# Action item
Lines with "align": copy each one from the listing below.

· · · · ·

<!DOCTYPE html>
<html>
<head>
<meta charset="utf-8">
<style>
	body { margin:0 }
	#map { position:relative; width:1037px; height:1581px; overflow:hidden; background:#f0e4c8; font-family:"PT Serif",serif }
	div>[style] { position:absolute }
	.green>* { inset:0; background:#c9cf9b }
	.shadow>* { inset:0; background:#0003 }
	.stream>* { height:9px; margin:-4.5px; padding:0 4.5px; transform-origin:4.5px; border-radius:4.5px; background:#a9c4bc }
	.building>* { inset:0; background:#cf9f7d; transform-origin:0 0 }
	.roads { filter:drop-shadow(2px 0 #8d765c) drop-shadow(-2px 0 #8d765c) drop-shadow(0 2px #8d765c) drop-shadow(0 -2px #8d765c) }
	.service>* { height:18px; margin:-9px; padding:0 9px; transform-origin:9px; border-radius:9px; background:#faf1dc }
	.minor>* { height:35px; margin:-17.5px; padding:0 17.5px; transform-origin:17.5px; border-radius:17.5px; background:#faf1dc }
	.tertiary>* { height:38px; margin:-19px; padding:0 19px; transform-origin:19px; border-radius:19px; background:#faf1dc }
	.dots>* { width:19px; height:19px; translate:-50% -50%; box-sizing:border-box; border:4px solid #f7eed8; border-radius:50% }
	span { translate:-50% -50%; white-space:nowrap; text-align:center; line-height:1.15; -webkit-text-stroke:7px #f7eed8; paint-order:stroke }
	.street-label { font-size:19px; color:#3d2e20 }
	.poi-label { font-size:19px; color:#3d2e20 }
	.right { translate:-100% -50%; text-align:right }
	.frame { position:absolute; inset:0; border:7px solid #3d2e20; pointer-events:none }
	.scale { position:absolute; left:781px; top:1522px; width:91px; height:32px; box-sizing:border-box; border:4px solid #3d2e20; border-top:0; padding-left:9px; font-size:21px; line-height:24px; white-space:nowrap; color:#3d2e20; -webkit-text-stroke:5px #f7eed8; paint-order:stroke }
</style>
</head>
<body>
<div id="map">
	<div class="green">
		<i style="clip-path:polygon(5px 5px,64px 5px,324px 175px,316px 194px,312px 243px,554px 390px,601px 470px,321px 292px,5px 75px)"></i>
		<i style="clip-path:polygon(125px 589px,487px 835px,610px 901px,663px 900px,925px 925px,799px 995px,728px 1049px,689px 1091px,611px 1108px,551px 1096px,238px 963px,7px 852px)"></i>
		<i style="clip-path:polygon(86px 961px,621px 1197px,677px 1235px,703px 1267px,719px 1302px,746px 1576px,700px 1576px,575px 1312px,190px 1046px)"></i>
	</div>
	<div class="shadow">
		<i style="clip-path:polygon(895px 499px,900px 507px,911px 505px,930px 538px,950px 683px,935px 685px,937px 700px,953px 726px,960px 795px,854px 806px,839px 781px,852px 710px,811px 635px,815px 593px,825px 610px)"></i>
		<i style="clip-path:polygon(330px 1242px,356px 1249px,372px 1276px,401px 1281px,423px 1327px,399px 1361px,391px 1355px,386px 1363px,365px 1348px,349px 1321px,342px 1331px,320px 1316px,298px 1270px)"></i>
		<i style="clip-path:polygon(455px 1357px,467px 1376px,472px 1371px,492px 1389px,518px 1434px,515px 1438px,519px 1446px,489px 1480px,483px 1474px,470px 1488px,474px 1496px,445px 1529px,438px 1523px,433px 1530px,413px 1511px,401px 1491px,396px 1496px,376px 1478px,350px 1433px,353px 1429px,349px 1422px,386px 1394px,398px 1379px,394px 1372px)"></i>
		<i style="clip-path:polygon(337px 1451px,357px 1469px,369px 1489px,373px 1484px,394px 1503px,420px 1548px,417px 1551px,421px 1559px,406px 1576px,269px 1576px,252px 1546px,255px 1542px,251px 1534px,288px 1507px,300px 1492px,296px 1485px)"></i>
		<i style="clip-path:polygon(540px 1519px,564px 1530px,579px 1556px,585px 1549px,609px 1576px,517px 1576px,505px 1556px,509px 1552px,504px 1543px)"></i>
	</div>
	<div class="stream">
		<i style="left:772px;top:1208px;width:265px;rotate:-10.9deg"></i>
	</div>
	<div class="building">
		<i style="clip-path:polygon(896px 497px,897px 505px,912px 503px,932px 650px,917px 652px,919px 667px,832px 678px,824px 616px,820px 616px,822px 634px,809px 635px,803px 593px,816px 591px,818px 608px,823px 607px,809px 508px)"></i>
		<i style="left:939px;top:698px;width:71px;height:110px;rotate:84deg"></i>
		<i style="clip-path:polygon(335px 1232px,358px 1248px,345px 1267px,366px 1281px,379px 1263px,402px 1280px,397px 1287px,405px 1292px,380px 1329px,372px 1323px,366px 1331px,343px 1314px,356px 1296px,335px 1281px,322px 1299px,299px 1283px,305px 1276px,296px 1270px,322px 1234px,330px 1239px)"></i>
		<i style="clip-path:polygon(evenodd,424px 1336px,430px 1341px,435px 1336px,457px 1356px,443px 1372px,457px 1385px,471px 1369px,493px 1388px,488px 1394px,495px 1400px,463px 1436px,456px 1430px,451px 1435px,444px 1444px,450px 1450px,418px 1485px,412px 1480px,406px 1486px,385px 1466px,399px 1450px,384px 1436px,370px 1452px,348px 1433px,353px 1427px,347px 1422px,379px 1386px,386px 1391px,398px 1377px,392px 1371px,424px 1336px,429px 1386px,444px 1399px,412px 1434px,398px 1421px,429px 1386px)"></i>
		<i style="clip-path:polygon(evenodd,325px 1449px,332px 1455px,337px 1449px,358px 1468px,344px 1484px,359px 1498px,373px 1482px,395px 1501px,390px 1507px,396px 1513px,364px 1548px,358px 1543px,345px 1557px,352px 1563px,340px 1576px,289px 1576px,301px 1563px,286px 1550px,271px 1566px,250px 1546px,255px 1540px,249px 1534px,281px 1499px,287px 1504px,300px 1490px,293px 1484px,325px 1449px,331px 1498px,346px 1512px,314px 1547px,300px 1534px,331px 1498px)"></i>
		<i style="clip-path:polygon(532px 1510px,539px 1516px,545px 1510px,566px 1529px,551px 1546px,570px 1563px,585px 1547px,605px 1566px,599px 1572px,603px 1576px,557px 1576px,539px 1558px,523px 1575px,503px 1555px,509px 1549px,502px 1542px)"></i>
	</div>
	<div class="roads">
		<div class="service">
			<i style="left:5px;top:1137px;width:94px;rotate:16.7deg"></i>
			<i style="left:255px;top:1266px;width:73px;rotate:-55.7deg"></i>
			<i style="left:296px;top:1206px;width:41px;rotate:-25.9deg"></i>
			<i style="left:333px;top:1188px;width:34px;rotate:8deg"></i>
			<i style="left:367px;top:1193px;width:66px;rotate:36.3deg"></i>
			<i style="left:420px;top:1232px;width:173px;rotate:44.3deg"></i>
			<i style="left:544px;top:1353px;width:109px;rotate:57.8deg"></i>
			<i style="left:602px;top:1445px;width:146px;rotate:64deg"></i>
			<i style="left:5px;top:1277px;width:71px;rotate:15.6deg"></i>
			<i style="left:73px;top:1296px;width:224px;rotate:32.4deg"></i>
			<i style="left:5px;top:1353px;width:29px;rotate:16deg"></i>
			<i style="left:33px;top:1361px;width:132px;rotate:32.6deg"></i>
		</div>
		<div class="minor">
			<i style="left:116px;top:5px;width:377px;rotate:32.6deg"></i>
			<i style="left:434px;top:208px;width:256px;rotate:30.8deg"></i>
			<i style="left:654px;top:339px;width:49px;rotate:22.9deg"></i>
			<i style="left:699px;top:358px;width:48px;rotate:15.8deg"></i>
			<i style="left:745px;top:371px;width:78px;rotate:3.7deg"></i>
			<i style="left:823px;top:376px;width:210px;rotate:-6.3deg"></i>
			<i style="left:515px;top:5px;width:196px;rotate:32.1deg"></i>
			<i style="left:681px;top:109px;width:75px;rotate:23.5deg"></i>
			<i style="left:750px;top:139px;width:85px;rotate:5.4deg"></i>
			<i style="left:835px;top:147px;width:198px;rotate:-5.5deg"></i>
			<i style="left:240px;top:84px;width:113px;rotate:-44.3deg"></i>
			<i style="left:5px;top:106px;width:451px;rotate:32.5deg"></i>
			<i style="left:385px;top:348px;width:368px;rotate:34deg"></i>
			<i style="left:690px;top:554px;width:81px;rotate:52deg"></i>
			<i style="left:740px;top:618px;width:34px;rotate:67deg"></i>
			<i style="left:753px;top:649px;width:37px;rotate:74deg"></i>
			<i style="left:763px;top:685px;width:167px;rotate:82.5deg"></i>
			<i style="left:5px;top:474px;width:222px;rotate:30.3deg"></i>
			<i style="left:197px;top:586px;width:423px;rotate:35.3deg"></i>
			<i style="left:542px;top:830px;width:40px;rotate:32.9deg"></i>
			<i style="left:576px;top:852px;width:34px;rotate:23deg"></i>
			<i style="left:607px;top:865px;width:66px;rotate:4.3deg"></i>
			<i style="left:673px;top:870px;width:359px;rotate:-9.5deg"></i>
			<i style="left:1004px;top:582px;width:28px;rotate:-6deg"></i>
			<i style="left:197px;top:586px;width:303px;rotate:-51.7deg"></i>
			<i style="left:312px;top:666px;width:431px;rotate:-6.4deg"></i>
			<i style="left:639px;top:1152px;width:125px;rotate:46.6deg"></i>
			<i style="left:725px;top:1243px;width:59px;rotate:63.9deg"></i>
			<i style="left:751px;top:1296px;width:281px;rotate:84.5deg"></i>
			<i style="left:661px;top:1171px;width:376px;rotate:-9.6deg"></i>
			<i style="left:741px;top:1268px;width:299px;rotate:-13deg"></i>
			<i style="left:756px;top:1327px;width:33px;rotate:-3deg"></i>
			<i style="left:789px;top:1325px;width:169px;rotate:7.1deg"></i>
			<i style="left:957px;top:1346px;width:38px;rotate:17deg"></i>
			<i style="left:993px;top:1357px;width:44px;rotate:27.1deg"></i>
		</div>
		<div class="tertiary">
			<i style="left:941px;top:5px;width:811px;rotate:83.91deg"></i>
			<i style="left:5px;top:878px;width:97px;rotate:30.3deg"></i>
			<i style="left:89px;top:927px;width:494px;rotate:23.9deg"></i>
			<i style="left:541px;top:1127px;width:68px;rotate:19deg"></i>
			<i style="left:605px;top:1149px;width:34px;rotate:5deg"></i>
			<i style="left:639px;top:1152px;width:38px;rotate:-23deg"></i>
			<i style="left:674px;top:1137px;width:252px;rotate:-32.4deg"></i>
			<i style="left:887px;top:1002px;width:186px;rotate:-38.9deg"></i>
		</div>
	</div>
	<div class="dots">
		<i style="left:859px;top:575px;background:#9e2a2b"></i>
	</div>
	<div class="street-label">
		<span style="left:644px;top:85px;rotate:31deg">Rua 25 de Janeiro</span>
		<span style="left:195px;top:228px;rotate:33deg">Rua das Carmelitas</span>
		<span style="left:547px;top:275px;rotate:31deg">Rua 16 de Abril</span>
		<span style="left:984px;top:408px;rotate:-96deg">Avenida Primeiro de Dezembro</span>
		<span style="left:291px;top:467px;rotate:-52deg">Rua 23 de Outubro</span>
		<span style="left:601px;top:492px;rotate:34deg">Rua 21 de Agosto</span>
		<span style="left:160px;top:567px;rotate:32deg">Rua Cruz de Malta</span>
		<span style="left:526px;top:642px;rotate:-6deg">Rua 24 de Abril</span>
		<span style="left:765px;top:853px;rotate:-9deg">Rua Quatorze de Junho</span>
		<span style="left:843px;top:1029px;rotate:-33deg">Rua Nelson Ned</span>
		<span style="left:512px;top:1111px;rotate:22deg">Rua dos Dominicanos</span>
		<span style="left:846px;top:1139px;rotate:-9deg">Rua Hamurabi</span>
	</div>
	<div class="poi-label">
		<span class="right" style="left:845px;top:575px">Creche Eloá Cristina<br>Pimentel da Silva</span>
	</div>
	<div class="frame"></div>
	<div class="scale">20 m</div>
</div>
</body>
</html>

· · · · ·

# Problem solution
	span { translate:-50% -50%; white-space:nowrap; text-align:center; line-height:1.15; -webkit-text-stroke:7px #f7eed8; paint-order:stroke }
	.right { translate:-100% -50%; text-align:right }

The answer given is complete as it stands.